10.41 Thirdly, where the adjudicator’s decision does not expressly refer to a defence having been considered. Such cases turn on their own particular facts, including the nature of the defence that it is said was ignored and whether it can be said from the terms of the decision that the defence was considered and dismissed. What is clear is that an adjudicator’s decision is not required to expressly refer to each and every defence or alternative defence raised and to recite and address the arguments and why they were considered unpersuasive.49 However, where the terms of the decision suggest that the adjudicator has entirely ignored a fundamental defence, that may well found a material breach of the rules of natural justice.50 An entire defence was expressly ignored in CJP Builders Ltd v William Verry Ltd (2008) (Key Case),51 the adjudicator considering that the applicable adjudication rules did not allow him any discretion to consider a response that was served late or grant an extension of time for service.

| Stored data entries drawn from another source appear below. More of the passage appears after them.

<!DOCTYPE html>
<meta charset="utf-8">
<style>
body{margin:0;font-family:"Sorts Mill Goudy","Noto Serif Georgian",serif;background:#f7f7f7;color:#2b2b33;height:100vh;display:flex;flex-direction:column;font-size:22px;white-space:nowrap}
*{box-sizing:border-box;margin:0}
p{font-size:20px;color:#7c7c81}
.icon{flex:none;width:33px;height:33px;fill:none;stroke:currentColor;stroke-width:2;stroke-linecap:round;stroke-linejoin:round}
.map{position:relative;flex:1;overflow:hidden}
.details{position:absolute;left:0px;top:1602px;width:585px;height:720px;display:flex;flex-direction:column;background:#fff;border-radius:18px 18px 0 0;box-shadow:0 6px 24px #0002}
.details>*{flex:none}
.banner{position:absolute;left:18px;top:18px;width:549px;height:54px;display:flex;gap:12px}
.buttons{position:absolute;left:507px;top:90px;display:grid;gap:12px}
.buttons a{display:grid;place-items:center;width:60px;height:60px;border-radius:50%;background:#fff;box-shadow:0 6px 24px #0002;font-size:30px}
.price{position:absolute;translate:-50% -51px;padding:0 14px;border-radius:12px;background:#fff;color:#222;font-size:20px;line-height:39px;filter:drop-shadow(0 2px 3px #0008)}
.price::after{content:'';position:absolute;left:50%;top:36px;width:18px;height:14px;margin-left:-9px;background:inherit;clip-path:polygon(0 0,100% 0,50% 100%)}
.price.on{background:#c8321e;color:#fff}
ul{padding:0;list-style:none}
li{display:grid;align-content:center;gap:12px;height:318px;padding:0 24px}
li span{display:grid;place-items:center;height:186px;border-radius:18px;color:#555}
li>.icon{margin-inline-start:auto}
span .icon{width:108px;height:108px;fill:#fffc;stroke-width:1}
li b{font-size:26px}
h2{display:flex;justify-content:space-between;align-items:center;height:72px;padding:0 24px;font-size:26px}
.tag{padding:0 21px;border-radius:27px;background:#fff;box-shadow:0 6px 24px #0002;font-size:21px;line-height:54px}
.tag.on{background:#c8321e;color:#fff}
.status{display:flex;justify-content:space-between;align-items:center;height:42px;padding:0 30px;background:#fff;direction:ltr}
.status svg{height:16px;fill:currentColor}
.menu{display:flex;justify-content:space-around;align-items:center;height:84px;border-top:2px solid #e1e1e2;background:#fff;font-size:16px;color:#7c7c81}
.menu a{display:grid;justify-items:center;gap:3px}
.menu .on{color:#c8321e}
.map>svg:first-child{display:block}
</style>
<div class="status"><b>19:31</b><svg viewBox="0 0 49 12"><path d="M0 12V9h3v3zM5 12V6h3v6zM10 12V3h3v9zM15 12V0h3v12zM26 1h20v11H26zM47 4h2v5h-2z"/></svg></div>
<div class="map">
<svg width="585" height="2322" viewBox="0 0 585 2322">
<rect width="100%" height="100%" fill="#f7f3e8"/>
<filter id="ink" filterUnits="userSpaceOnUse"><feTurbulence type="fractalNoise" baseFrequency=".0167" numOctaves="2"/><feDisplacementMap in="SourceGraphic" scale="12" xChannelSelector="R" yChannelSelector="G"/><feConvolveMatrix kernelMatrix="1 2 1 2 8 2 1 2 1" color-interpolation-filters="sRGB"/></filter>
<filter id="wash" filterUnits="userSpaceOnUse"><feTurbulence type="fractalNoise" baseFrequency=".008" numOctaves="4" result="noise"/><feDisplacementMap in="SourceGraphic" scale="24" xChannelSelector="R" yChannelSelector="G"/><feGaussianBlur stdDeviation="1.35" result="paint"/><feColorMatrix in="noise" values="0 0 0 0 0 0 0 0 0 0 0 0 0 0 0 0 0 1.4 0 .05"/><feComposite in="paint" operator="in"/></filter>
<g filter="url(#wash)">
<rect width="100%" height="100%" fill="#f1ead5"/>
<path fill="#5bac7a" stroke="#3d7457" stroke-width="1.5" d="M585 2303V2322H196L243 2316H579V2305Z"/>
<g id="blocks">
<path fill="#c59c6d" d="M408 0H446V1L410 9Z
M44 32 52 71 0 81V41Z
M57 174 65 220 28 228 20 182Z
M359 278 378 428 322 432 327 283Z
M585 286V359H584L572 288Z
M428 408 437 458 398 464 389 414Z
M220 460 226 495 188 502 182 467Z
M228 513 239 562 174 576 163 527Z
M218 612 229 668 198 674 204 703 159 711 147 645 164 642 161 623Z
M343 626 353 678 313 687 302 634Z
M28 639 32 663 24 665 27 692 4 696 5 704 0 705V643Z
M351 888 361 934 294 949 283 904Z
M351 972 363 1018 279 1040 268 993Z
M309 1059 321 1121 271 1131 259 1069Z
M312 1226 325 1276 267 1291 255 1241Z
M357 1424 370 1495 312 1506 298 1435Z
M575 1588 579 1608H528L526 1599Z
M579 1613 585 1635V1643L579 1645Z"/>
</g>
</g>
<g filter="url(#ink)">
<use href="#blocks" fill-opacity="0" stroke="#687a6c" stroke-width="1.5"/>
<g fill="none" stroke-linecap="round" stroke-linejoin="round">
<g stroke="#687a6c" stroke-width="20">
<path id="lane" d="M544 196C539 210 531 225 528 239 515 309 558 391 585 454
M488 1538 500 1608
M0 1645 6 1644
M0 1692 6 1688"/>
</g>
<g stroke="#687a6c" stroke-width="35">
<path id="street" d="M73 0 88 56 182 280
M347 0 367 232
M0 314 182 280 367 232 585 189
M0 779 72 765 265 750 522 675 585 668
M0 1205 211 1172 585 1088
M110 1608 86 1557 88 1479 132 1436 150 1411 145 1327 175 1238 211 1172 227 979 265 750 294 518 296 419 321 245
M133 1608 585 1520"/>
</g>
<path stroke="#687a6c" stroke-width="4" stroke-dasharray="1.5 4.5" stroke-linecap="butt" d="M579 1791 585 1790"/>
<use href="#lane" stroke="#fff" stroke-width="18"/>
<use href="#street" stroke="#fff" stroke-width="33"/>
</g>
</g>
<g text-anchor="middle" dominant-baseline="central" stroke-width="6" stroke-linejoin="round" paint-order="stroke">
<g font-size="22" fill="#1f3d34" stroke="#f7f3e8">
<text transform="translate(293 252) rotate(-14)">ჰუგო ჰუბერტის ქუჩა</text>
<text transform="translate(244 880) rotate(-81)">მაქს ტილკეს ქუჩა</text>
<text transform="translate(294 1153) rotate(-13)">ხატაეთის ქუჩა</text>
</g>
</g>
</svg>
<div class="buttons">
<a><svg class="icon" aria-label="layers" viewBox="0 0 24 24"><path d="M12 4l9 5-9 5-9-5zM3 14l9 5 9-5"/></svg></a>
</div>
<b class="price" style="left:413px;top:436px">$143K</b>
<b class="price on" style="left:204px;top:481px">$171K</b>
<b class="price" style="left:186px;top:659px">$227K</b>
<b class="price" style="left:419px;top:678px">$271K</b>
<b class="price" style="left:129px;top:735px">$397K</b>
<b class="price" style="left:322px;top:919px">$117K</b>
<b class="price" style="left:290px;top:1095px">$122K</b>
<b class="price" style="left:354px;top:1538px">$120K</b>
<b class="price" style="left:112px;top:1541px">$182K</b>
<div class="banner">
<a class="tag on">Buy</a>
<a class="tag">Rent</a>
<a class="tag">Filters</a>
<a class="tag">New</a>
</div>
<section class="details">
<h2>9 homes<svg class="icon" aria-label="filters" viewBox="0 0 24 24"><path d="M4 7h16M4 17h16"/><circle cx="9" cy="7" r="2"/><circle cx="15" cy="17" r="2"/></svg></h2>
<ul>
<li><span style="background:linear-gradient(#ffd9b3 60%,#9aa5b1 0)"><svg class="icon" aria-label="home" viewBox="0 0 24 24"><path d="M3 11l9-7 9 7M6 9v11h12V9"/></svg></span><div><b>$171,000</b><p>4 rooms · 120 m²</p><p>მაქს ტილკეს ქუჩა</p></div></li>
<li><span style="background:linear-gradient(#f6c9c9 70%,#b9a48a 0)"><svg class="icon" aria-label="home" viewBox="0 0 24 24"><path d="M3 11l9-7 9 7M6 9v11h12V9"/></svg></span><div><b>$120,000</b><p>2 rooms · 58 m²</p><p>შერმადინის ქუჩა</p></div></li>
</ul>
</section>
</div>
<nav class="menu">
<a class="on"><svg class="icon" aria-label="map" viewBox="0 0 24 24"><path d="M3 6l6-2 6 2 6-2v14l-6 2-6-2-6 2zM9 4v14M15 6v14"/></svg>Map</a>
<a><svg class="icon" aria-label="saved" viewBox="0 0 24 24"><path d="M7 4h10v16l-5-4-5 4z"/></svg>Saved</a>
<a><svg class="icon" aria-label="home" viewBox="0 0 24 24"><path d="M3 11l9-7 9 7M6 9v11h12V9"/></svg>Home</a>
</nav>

As a result the adjudication was in effect not contested and the court found that the responding party’s right to be heard had been infringed, albeit entirely innocently and as a result of an erroneous interpretation of the adjudication rules. Whilst such a procedural failure is not strictly an error as to jurisdiction, it is broadly analogous with the cases in the first category. It certainly could not be categorized as a case where the adjudicator had made an error of fact or law whilst considering the merits of the defence.